D’une part, la rapide reconversion du système éducatif public qui, dans les deux semaines ayant suivi la quarantaine, du primaire à l’université, a pu maintenir l’enseignement grâce à une infrastructure technologique et éducative préexistante, implantée dans les dernières décennies pour universaliser l’accès à Internet et l’enseignement informatisé, du Plan Ceibal dans le primaire, jusqu’à une multiplicité d’initiatives dans le secondaire et le supérieur.
D’autre part, des mesures de solidarité et d’urgence ont été prises pour répondre aux conséquences sociales les plus négatives, comme la perte de revenus économiques, de travail, et destinées aux groupes socialement vulnérables, via des aides économiques et de secours alimentaire, et jusqu’à une extension temporaire des assurances chômage.
Malgré tout, le visage optimiste légué par l’imaginaire ancien de « pays modèle » de la première moitié du XXe siècle et l’impulsion donnée par le cycle progressiste de la dernière décennie du XXIe siècle souffrent aussi de « clairs obscurs ». Ils doivent être signalés.

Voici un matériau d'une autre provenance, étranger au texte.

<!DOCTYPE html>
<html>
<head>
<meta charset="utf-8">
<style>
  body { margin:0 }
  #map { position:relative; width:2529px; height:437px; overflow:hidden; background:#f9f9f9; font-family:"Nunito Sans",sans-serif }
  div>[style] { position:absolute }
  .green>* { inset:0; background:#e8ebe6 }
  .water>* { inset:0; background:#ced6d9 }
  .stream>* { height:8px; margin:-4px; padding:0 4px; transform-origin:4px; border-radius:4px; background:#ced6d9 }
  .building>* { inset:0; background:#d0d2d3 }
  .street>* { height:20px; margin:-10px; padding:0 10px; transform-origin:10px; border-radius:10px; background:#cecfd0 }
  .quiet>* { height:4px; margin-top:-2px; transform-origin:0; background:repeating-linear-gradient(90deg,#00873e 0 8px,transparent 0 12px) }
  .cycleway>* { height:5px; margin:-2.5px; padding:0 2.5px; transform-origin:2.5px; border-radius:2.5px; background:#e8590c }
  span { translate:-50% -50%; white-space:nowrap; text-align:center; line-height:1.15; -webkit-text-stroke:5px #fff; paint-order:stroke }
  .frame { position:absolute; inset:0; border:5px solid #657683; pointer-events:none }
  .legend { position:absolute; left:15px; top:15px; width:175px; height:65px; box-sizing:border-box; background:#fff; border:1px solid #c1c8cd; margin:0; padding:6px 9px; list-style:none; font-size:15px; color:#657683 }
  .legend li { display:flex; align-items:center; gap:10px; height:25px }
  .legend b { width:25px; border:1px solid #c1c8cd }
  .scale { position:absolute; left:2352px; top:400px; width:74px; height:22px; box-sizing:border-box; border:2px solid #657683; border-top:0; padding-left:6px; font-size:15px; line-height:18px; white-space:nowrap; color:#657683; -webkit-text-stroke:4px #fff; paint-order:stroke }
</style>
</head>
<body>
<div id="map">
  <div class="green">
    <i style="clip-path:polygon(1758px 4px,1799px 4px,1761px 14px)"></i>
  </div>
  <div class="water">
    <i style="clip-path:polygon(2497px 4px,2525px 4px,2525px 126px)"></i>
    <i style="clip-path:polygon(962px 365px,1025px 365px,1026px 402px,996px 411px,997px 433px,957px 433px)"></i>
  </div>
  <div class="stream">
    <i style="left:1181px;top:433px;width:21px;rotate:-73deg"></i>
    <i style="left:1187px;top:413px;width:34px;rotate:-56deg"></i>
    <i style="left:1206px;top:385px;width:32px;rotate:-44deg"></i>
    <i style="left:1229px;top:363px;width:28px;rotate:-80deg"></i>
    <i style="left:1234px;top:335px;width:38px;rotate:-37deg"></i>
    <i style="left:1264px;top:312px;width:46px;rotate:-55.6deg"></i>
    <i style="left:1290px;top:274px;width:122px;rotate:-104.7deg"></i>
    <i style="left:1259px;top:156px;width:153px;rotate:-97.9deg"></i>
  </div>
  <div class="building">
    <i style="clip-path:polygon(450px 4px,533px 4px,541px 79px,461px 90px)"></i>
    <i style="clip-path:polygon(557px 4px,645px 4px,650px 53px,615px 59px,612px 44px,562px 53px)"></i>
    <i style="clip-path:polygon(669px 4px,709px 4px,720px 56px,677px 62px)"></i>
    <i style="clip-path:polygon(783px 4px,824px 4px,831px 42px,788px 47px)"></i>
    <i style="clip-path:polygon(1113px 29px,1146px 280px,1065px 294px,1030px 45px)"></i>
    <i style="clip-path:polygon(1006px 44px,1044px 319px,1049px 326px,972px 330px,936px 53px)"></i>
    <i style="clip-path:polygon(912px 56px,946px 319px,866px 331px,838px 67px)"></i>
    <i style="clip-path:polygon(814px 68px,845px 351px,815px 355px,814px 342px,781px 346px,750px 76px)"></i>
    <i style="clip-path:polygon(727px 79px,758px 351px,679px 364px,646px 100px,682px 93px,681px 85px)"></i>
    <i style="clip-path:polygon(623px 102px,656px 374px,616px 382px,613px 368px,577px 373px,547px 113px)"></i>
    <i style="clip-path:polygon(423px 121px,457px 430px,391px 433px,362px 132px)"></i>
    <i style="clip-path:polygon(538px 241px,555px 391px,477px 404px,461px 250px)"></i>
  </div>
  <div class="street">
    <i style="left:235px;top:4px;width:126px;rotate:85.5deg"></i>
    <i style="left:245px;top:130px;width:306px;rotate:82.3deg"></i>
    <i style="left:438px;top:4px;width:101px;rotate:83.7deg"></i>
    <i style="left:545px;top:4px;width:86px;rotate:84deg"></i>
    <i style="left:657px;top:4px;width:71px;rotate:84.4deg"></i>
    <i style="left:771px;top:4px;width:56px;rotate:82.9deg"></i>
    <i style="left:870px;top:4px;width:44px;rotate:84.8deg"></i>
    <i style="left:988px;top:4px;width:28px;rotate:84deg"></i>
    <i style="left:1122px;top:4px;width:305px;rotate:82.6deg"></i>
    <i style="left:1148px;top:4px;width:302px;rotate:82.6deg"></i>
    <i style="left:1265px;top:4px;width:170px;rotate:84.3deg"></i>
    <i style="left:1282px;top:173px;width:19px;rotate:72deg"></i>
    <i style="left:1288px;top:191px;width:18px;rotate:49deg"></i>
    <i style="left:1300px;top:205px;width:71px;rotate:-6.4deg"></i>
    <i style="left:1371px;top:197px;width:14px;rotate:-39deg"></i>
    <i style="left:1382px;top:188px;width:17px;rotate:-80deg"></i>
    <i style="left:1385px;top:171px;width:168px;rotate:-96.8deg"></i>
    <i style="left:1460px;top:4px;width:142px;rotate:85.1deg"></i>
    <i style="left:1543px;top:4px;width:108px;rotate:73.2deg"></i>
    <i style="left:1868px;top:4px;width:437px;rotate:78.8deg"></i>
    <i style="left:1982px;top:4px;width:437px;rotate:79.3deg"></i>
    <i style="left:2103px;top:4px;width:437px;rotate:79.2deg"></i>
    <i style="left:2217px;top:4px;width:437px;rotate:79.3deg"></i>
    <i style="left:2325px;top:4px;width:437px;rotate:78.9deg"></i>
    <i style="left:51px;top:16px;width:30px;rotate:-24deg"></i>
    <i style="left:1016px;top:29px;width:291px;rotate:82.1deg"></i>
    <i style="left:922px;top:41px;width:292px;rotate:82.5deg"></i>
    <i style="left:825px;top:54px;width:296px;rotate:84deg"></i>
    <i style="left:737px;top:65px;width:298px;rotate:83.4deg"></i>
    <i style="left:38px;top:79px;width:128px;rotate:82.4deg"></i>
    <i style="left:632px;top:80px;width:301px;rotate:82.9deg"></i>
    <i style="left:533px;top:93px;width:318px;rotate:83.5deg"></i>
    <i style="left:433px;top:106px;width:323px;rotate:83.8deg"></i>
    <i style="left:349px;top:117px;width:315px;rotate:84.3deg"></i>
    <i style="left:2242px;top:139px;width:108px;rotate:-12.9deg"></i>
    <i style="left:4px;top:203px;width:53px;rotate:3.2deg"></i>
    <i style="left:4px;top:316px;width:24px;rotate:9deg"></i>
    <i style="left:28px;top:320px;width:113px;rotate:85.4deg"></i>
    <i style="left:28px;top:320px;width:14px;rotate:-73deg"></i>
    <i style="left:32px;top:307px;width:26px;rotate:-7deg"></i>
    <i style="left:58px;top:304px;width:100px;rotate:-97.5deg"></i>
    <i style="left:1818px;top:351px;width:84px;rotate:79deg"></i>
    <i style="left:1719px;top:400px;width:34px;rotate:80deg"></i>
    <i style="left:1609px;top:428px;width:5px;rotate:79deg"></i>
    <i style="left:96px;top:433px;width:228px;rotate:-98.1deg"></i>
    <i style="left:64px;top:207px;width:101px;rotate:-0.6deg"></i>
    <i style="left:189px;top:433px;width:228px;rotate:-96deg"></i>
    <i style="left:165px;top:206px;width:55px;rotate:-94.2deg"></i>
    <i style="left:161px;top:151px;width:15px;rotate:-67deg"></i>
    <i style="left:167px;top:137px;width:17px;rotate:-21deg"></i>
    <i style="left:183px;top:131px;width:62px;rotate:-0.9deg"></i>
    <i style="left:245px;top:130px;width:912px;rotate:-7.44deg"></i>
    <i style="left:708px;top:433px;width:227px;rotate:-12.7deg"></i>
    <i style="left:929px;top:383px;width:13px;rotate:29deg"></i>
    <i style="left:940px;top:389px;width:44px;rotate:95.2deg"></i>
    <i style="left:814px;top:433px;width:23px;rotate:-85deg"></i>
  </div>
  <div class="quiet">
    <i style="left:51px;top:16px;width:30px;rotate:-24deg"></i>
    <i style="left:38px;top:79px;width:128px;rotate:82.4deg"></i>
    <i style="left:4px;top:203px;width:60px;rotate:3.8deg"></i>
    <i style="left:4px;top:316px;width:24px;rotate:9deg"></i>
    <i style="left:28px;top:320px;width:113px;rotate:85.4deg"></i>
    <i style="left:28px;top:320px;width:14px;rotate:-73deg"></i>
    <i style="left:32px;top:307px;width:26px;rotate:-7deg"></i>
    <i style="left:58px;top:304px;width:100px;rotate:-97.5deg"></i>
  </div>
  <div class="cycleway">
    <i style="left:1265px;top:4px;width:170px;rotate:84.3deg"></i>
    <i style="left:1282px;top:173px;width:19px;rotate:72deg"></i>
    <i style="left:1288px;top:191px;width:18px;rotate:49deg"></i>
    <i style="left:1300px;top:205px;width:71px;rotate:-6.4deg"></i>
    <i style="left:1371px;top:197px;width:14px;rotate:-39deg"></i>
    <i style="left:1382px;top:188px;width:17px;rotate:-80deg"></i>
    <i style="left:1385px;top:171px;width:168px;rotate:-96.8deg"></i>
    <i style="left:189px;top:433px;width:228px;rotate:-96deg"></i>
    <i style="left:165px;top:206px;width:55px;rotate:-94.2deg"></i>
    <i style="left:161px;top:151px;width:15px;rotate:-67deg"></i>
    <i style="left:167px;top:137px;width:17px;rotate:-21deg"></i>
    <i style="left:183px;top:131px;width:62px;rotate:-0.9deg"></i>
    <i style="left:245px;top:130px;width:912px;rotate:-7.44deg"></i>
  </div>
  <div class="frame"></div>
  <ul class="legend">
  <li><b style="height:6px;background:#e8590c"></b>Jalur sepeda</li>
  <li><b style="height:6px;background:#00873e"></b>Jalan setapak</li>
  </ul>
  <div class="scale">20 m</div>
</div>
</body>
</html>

L’Uruguay est un petit pays doté d’une économie dépendante. Une récession de l’activité économique a des conséquences sociales importantes pour divers secteurs économiques, personnes et foyers, avec la perte de travail, la réduction drastique des ressources économiques et des conditions matérielles d’existence, de protections sociales liées à un travail, et un accroissement de situations extrêmes et de violences létales (avec une augmentation notable des morts violentes, en particulier des homicides et suicides).
La gestion de l’urgence sanitaire a eu des bénéfices mais aussi des coûts politiques. Des bénéfices politiques pour la coalition de centre-droit conservatrice avec un renforcement de la légitimité du gouvernement dans l’opinion publique, mais aussi pour les cadres dirigeants du parti d’extrême droite récemment créé, Cabildo Abierto, ainsi que pour le ministre de la Santé, pour celui du Développement social – occupé par un responsable politique issu de l’Opus Dei – et pour les ministres de la Défense et de l’Intérieur.
La « coalition multicolore », constituée sur un programme conservateur à rebours des réformes du cycle progressiste des gauches porté par le Frente Amplio, est entrée en fonction avec la gestion publique de la Covid-19, qui lui a donné auprès de la population un visage plus paternaliste et protecteur que celui du programme présenté aux dernières élections, qui était centré sur une dimension économique libérale. Deux mois après le commencement de la quarantaine sanitaire, le gouvernement a instrumentalisé son image positive dans l’opinion publique pour lancer et faire rapidement approuver une loi intitulée de « considération urgente », paquet législatif « fourre-tout », introduisant des initiatives légales à caractère conservateur sur divers aspects de politiques publiques, et plus particulièrement celles concernant la sécurité publique, renforçant les compétences punitives de l’État et son autorité politique sur l’éducation, et des mesures d’ajustement économique.
Cette conjoncture lance un défi politique à l’opposition, le Frente Amplio – qui va devoir au Parlement établir une stratégie de différenciation avec le gouvernement –, mais aussi pour le mouvement syndical uni, bien organisé à la base et possédant un réseau de liens avec d’autres associations représentatives de la société civile.
Les défis pour l’opposition vont consister à savoir comment procéder à la critique d’une coalition idéologiquement hétérogène mais incluant une présence forte de secteurs de la droite la plus conservatrice, ainsi qu’à la critique des atteintes aux droits et du coût social des ajustements économiques ; il faudra proposer un programme alternatif de gouvernement répondant aux nécessités de la conjoncture et paliant ses effets les plus négatifs sur les classes populaires et les groupes sociaux les plus vulnérables.